Durvalino olhou pela janelinha do restaurante por alguns segundos, como se o pensamento estivesse distante e, em seguida, concluiu: “Se mesmo assim estiver difícil de resolver com as virtudes que acabei de citar, use a poderosa virtude da fé. Ela nos ensina que todas as vezes que nos movimentamos no sentido da luz, o universo trabalhará ao nosso favor. Invariavelmente”. 


Interrompi para dizer que o sapateiro estava errado. Afirmei que eu era um homem corajoso e não tinha medo da minha namorada. Mestre Duda  arqueou os lábios em leve sorriso, por perceber que eu ainda não entendia o que ele falava, e explicou com paciência: “O ciúme surge do medo que nos acompanha desde tempos ancestrais. Quando movido pelo instinto primário, o inconsciente ainda nos condiciona a dominar tudo aquilo que se apresenta como uma ameaça. Por errada interpretação, entendemos como uma ameaça o fato de alguém não mais desejar viver ao nosso lado. Ao invés de priorizarmos a liberdade alheia como um eficiente método de respeito a nossa própria liberdade, acabamos por escolher em controlar as escolhas do outro, seus desejos e vontades. Assim, em essência, o ciúme se revela como uma guerra contra o amor e a liberdade. Paradoxalmente, o medo de sofrer movimenta todos os demais sofrimentos”.
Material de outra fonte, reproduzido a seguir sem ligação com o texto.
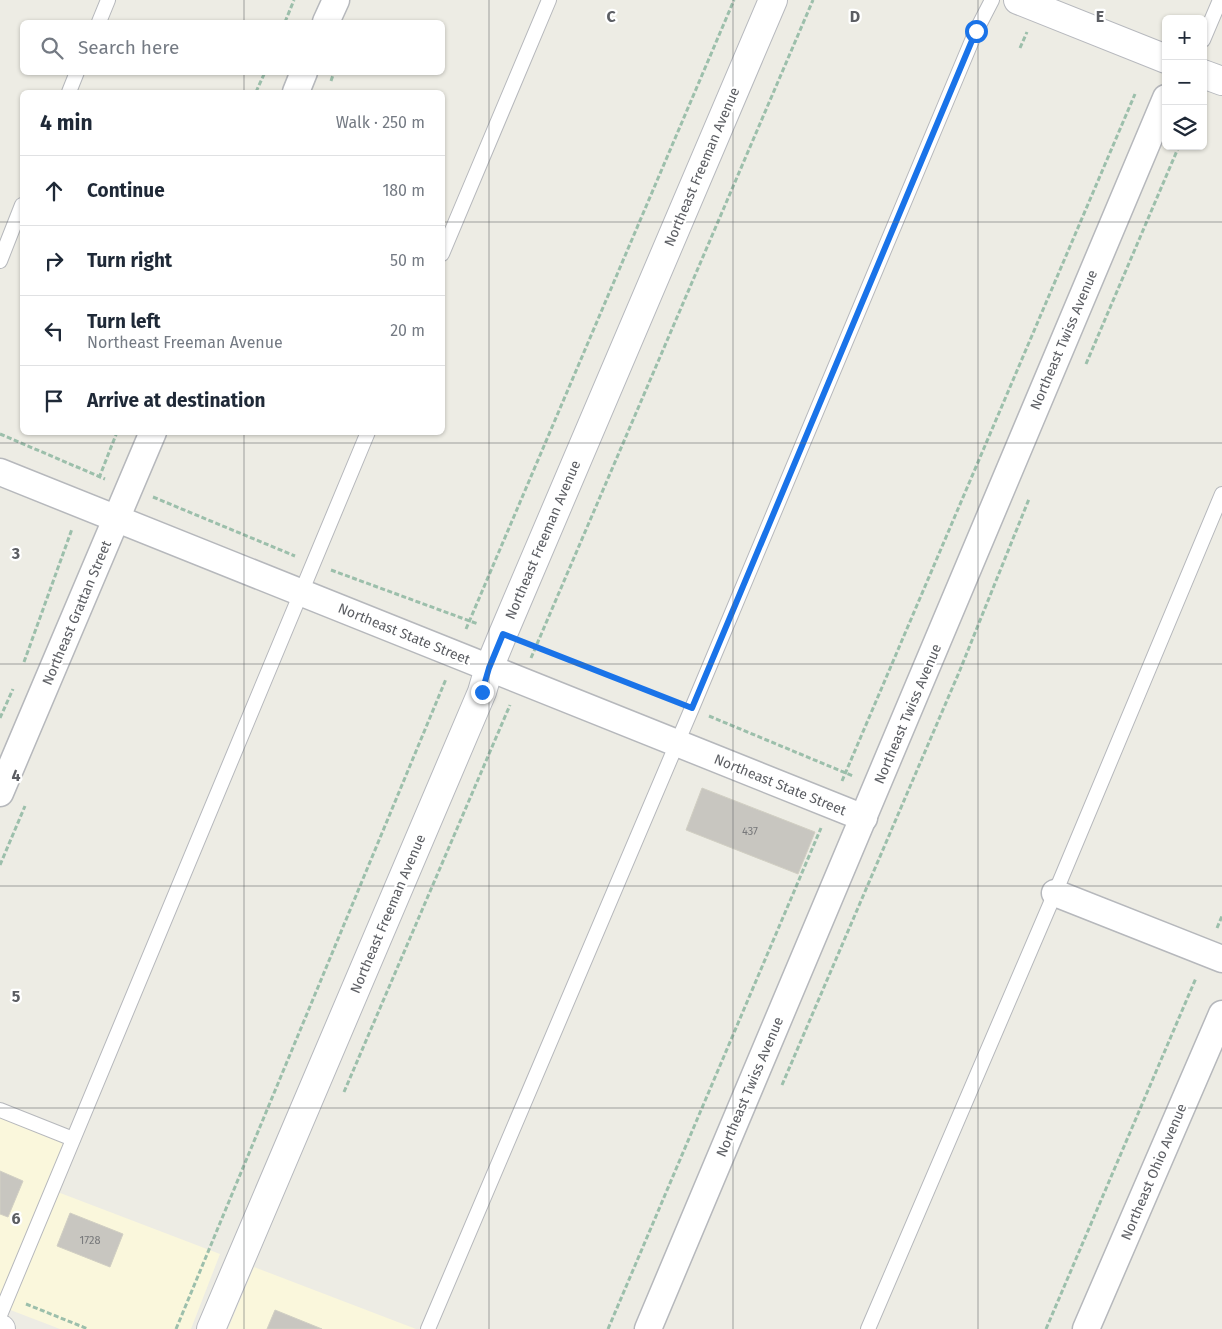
<!DOCTYPE html>
<html lang="en">
<head>
<meta charset="utf-8">
<style>
  :root { --surface:#fff; --page:#f2f2f3; --text:#1f2937; --muted:#747a83; --line:#e0e1e3 }
  body { margin:0; font-family:"Fira Sans",sans-serif; background:var(--page); color:var(--text) }
  .controls { position:absolute; right:15px; top:15px; display:grid; overflow:hidden; border-radius:8px; box-shadow:0 1px 4px #0004 }
  .controls button { width:45px; height:45px; display:grid; place-items:center; padding:0; border:0; border-bottom:1px solid var(--line); background:var(--surface); color:var(--text); font:25px sans-serif }
  .stop { position:absolute; width:15px; height:15px; margin:-11px; border:4px solid #1a73e8; border-radius:50%; background:#fff }
  .stop.end { background:#1a73e8; border-color:#fff; box-shadow:0 1px 5px #0008 }
  .list { margin:0; padding:0; list-style:none }
  h2 { display:flex; justify-content:space-between; align-items:center; height:65px; margin:0; padding:0 20px; font-size:21px }
  h2 small { font-size:16px; font-weight:400; color:var(--muted) }
  .list li { display:grid; grid-template-columns:32px 1fr auto; gap:15px; align-items:center; box-sizing:border-box; height:70px; padding:0 20px; border-top:1px solid var(--line) }
  .list b { display:block; font-size:19px; white-space:nowrap }
  .list p { margin:0; font-size:16px; white-space:nowrap; color:var(--muted) }
  .list em { font-size:16px; font-style:normal; color:var(--muted) }
  .icon { flex:none; width:28px; height:28px; fill:none; stroke:currentColor; stroke-width:2; stroke-linecap:round; stroke-linejoin:round }
  .map { position:relative; flex:none; width:1222px; height:1329px; overflow:hidden }
  .search { position:absolute; background:var(--surface); box-shadow:0 1px 4px #0004; left:20px; top:20px; width:425px; height:55px; display:flex; align-items:center; gap:12px; box-sizing:border-box; padding:0 18px; border-radius:8px; color:var(--muted); font-size:19px }
  .panel { position:absolute; background:var(--surface); box-shadow:0 1px 4px #0004; left:20px; top:90px; width:425px; height:345px; border-radius:8px }
  .map>svg:first-child { display:block }
</style>
</head>
<body>
<div class="map">
<svg width="1222" height="1329" viewBox="0 0 1222 1329">
  <rect width="100%" height="100%" fill="#edece4"/>
  <g fill="#faf7dc">
    <polygon points="0,1105 78,1136 55,1191 220,1254 191,1329 60,1329 0,1306"/>
    <polygon points="254,1267 416,1329 228,1329"/>
  </g>
  <g fill="#c8c6c0" stroke="#d1cfc3">
    <polygon points="702,788 815,832 798,874 686,830"/>
    <polygon points="0,1171 23,1181 8,1217 0,1214"/>
    <polygon points="70,1213 123,1234 110,1267 57,1246"/>
    <polygon points="275,1310 322,1329 267,1329"/>
  </g>
  <g fill="none" stroke-linecap="round" stroke-linejoin="round">
    <defs>
      <g id="lane">
        <polyline points="99,22 108,0"/>
        <polyline points="1203,40 1220,0"/>
        <polyline points="69,92 77,72"/>
        <polyline points="442,254 549,0"/>
        <polyline points="0,261 22,205"/>
        <polyline points="0,1110 73,1139"/>
        <polyline points="0,1315 368,432"/>
        <polyline points="428,1329 692,708 976,31 992,0"/>
        <polyline points="868,1329 1055,893 1222,494"/>
      </g>
      <g id="street">
        <polyline points="326,22 336,0"/>
        <polyline points="296,92 304,72"/>
        <polyline points="0,472 864,818"/>
        <polyline points="0,793 153,432"/>
        <polyline points="1055,893 1222,959"/>
        <polyline points="648,1329 1166,98"/>
        <polyline points="1086,1329 1222,1014"/>
      </g>
      <g id="secondary">
        <polyline points="1018,0 1166,59"/>
        <polyline points="1203,74 1222,81"/>
        <polyline points="0,1329 1,1329"/>
        <polyline points="211,1329 482,692 489,668 503,634 773,0"/>
      </g>
    </defs>
    <use href="#lane" stroke="#b6b8bc" stroke-width="16"/>
    <use href="#street" stroke="#b6b8bc" stroke-width="29"/>
    <use href="#secondary" stroke="#b7b9be" stroke-width="30"/>
    <g stroke="#9cbfab" stroke-width="3" stroke-dasharray="5 2.5" stroke-linecap="butt">
      <polyline points="285,22 294,0"/>
      <polyline points="1020,48 1027,32"/>
      <polyline points="331,81 334,72"/>
      <polyline points="256,92 265,72"/>
      <polyline points="1086,364 1179,146"/>
      <polyline points="0,434 105,479"/>
      <polyline points="99,478 117,432"/>
      <polyline points="153,497 295,556"/>
      <polyline points="331,570 478,624"/>
      <polyline points="466,629 734,0"/>
      <polyline points="528,643 673,701"/>
      <polyline points="531,658 813,0"/>
      <polyline points="24,662 72,529"/>
      <polyline points="709,716 853,776"/>
      <polyline points="0,718 13,689"/>
      <polyline points="842,781 1135,94"/>
      <polyline points="0,865 25,806"/>
      <polyline points="1217,928 1222,916"/>
      <polyline points="782,1085 960,670 1029,499"/>
      <polyline points="344,1092 510,705"/>
      <polyline points="26,1304 88,1329"/>
      <polyline points="176,1329 446,679"/>
      <polyline points="608,1329 821,828"/>
      <polyline points="1046,1329 1196,978"/>
    </g>
    <use href="#lane" stroke="#fff" stroke-width="14"/>
    <use href="#street" stroke="#fff" stroke-width="26"/>
    <use href="#secondary" stroke="#fff" stroke-width="28"/>
  </g>
  <g fill="none" stroke-linecap="round" stroke-linejoin="round">
    <polyline stroke="#1a73e8" stroke-width="6" points="482,692 489,668 503,634 692,708 976,31"/>
  </g>
  <path fill="none" stroke="#5c5e63" stroke-width="1" stroke-opacity="0.55" d="M 244,0 L 244,22M 489,0 L 489,1329M 733,0 L 733,1329M 978,0 L 978,1329M 244,72 L 244,92M 0,222 L 22,222M 442,222 L 1222,222M 244,432 L 244,1329M 0,443 L 1222,443M 0,664 L 1222,664M 0,886 L 1222,886M 0,1108 L 1222,1108"/>
  <g text-anchor="middle" dominant-baseline="central" stroke-width="4.5" stroke-linejoin="round" paint-order="stroke">
    <g font-size="11" fill="#77787a">
      <text x="750" y="831">437</text>
      <text x="90" y="1240">1728</text>
    </g>
    <g font-size="14" fill="#5c5e63" stroke="#fff">
      <text transform="translate(702 167) rotate(-67)">Northeast Freeman Avenue</text>
      <text transform="translate(1064 340) rotate(-67)">Northeast Twiss Avenue</text>
      <text transform="translate(543 540) rotate(-67)">Northeast Freeman Avenue</text>
      <text transform="translate(77 613) rotate(-67)">Northeast Grattan Street</text>
      <text transform="translate(404 634) rotate(22)">Northeast State Street</text>
      <text transform="translate(908 714) rotate(-67)">Northeast Twiss Avenue</text>
      <text transform="translate(780 785) rotate(22)">Northeast State Street</text>
      <text transform="translate(388 914) rotate(-67)">Northeast Freeman Avenue</text>
      <text transform="translate(750 1087) rotate(-67)">Northeast Twiss Avenue</text>
      <text transform="translate(1154 1172) rotate(-67)">Northeast Ohio Avenue</text>
    </g>
  </g>
  <g font-size="16" text-anchor="middle" font-weight="bold" fill="#5c5e63" stroke="#fff" stroke-width="4.5" stroke-linejoin="round" paint-order="stroke">
    <text x="611" y="22">C</text>
    <text x="855" y="22">D</text>
    <text x="1100" y="22">E</text>
    <text x="16" y="559">3</text>
    <text x="16" y="781">4</text>
    <text x="16" y="1002">5</text>
    <text x="16" y="1224">6</text>
  </g>
</svg>
<div class="controls">
<button>+</button>
<button>−</button>
<button><svg class="icon" aria-label="layers" viewBox="0 0 24 24"><path d="M12 4l9 5-9 5-9-5zM3 14l9 5 9-5"/></svg></button>
</div>
<div class="stop" style="left:976px;top:31px"></div>
<div class="stop end" style="left:482px;top:692px"></div>
<div class="search"><svg class="icon" aria-label="search" viewBox="0 0 24 24"><circle cx="10" cy="10" r="6"/><path d="M15 15l6 6"/></svg>Search here</div>
<section class="panel">
<h2>4 min<small>Walk · 250 m</small></h2>
<ul class="list">
<li><svg class="icon" aria-label="ahead" viewBox="0 0 24 24"><path d="M12 20V5M6 11l6-6 6 6"/></svg><div><b>Continue</b></div><em>180 m</em></li>
<li><svg class="icon" aria-label="right" viewBox="0 0 24 24"><path d="M7 20v-9h11M14 6l5 5-5 5"/></svg><div><b>Turn right</b></div><em>50 m</em></li>
<li><svg class="icon" aria-label="left" viewBox="0 0 24 24"><path d="M17 20v-9H6M10 6l-5 5 5 5"/></svg><div><b>Turn left</b><p>Northeast Freeman Avenue</p></div><em>20 m</em></li>
<li><svg class="icon" aria-label="arrive" viewBox="0 0 24 24"><path d="M6 21V4h12l-3 4 3 4H6"/></svg><div><b>Arrive at destination</b></div></li>
</ul>
</section>
</div>
</body>
</html>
“Outro equívoco muito comum é acreditar que outra pessoa terá a capacidade de nos completar, crença que alimenta o ciúme. Isto não é amor; é dependência. Viver ao lado de quem amamos, de pessoas que têm afinidade de olhar e sonhar conosco é simplesmente maravilhoso. Porém, não devemos nos iludir que alguém poderá completar o vazio que, porventura, exista dentro de nós. Claro que aprendemos e ensinamos com todos, contudo, ainda que alguém possa oferecer uma lanterna, apenas você poderá iluminar os porões escuros do seu ser. Mais ninguém”.


“Partimos em viagem ao interior de nós mesmos em busca das sementes do amor, da liberdade, da paz, da felicidade, da dignidade. São as flores da vida. Essas sementes, todas escondidas no âmago do ser, depois de plantadas, germinadas e floridas, devem ter os seus frutos compartilhados com toda a gente. Assim seremos plenos; dessa maneira espalhamos beleza mundo afora. Embora receber amor seja delicioso e importante, amar é a nossa face divina. Ao contrário do que se prega, amor não é troca. Amor é doação; o único amor que tenho é tão e somente aquele consigo dar. Este é o segredo da plenitude”. 


“Só conseguimos viver o amor, de verdade, quando paramos de exigir amor em contrapartida; somente sentimos o espírito da liberdade nas veias quando abdicamos de aprisionar o desejo de alguém à nossa vontade. Sem dúvida, a recíproca igualmente se aplica. Esta postura traz consigo a nau da dignidade a navegar nos mares tranquilos da paz impulsionada pelas brisas suaves da felicidade sem fim”.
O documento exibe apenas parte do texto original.